Requirement:
Copy all lines in the data that contain the string "accent".

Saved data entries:
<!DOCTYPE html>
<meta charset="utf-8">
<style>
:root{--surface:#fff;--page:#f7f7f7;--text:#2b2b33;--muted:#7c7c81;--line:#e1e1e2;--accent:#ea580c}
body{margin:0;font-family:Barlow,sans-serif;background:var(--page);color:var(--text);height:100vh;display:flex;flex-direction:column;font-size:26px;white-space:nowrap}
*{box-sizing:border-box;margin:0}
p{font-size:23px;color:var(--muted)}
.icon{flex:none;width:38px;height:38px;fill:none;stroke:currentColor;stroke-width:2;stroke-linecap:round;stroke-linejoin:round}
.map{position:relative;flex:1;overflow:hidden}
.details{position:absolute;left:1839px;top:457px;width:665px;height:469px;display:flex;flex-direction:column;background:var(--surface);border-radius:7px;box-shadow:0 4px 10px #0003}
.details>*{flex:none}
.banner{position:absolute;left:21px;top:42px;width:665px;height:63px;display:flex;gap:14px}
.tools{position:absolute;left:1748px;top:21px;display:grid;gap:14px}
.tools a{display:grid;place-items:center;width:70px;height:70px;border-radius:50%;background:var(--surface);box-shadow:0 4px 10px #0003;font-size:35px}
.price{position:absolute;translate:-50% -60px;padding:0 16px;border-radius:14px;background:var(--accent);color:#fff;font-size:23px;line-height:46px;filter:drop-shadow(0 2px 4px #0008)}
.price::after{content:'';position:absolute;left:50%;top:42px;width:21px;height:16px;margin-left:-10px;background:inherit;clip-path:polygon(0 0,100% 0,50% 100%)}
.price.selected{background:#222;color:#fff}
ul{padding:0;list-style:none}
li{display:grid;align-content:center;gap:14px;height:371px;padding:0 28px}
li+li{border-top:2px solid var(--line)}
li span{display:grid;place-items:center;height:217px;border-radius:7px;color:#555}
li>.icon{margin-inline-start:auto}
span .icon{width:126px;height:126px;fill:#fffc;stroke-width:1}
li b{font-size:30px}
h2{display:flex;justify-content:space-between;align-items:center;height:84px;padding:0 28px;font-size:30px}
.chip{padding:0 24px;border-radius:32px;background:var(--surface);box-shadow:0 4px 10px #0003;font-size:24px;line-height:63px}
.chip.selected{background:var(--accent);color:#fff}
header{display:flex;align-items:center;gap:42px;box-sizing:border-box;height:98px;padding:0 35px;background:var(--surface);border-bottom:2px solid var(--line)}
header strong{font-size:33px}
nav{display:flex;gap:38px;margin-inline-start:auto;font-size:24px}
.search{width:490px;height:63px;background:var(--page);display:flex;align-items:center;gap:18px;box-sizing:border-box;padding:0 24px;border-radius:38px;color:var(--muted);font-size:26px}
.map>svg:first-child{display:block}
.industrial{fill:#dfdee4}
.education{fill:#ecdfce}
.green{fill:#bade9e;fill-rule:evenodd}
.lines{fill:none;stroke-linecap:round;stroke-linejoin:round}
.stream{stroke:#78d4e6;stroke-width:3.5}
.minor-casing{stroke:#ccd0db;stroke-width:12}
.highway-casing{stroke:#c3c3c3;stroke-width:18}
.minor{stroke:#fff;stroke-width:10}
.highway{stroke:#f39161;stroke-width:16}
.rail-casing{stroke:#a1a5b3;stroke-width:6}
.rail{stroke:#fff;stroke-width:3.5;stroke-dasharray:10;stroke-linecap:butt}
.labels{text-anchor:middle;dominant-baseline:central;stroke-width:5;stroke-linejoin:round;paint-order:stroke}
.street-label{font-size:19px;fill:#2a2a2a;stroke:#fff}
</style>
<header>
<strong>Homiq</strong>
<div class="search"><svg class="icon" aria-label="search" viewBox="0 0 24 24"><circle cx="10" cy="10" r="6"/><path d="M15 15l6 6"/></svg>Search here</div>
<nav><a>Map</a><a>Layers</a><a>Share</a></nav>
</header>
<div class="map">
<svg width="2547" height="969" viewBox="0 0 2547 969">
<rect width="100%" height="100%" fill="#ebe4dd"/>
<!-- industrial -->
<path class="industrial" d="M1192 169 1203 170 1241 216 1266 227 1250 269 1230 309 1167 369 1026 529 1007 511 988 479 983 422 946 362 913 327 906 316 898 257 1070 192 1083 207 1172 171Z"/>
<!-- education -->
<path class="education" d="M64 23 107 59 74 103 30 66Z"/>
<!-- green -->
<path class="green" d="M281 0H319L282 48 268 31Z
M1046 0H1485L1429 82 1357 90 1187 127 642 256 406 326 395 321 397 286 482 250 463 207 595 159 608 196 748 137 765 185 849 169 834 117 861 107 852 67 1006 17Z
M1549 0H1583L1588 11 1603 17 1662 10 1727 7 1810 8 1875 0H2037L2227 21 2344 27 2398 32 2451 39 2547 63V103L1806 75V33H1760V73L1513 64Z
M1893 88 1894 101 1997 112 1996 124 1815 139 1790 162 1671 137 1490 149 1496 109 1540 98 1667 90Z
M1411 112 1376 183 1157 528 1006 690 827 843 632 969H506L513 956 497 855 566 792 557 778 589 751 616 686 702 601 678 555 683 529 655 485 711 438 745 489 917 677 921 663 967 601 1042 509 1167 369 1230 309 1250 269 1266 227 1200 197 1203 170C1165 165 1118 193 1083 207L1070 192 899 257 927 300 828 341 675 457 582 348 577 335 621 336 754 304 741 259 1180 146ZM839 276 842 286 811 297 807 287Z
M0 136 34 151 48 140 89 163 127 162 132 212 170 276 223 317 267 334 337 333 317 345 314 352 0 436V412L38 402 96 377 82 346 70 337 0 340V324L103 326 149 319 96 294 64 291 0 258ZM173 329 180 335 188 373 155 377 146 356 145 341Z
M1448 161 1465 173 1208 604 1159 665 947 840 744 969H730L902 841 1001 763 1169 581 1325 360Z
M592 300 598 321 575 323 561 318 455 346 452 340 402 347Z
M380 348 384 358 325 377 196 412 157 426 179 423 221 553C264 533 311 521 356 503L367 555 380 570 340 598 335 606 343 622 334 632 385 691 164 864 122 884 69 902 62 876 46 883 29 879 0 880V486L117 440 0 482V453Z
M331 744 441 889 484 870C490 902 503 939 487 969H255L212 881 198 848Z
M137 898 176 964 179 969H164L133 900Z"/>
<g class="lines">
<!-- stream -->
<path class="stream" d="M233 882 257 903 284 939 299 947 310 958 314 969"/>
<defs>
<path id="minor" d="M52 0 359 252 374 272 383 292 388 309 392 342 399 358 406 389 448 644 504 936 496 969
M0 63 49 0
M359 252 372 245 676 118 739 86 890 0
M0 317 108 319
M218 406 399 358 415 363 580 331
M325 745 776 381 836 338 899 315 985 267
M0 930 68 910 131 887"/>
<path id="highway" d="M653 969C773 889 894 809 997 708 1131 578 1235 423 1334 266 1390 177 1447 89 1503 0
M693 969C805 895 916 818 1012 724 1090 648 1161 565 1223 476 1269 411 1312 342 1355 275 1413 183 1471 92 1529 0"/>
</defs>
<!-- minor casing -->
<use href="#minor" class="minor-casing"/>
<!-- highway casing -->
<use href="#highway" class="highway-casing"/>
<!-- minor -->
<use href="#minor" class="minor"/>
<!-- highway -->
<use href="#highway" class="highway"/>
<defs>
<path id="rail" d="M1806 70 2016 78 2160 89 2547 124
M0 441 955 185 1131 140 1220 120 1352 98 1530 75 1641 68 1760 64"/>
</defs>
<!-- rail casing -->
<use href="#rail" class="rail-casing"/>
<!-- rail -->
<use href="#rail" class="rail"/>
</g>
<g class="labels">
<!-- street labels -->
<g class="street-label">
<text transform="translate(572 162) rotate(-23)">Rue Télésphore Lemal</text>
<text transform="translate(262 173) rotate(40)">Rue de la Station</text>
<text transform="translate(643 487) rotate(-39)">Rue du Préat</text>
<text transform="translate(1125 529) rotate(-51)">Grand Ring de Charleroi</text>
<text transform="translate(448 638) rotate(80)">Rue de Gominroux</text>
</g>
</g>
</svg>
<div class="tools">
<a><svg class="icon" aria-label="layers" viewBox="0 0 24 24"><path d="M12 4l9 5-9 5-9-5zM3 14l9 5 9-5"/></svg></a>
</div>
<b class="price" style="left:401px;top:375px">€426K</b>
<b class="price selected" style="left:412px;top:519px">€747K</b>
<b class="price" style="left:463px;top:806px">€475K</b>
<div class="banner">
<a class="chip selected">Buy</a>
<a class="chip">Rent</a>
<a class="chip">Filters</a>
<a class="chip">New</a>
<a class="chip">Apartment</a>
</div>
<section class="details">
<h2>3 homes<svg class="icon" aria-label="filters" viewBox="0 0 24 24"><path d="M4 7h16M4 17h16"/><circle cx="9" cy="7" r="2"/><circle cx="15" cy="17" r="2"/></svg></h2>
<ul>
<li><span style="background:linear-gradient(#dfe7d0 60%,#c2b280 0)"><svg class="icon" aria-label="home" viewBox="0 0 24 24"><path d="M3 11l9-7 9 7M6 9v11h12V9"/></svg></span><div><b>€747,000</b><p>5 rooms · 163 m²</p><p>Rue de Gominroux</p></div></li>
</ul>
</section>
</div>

Solved problem:
:root{--surface:#fff;--page:#f7f7f7;--text:#2b2b33;--muted:#7c7c81;--line:#e1e1e2;--accent:#ea580c}
.price{position:absolute;translate:-50% -60px;padding:0 16px;border-radius:14px;background:var(--accent);color:#fff;font-size:23px;line-height:46px;filter:drop-shadow(0 2px 4px #0008)}
.chip.selected{background:var(--accent);color:#fff}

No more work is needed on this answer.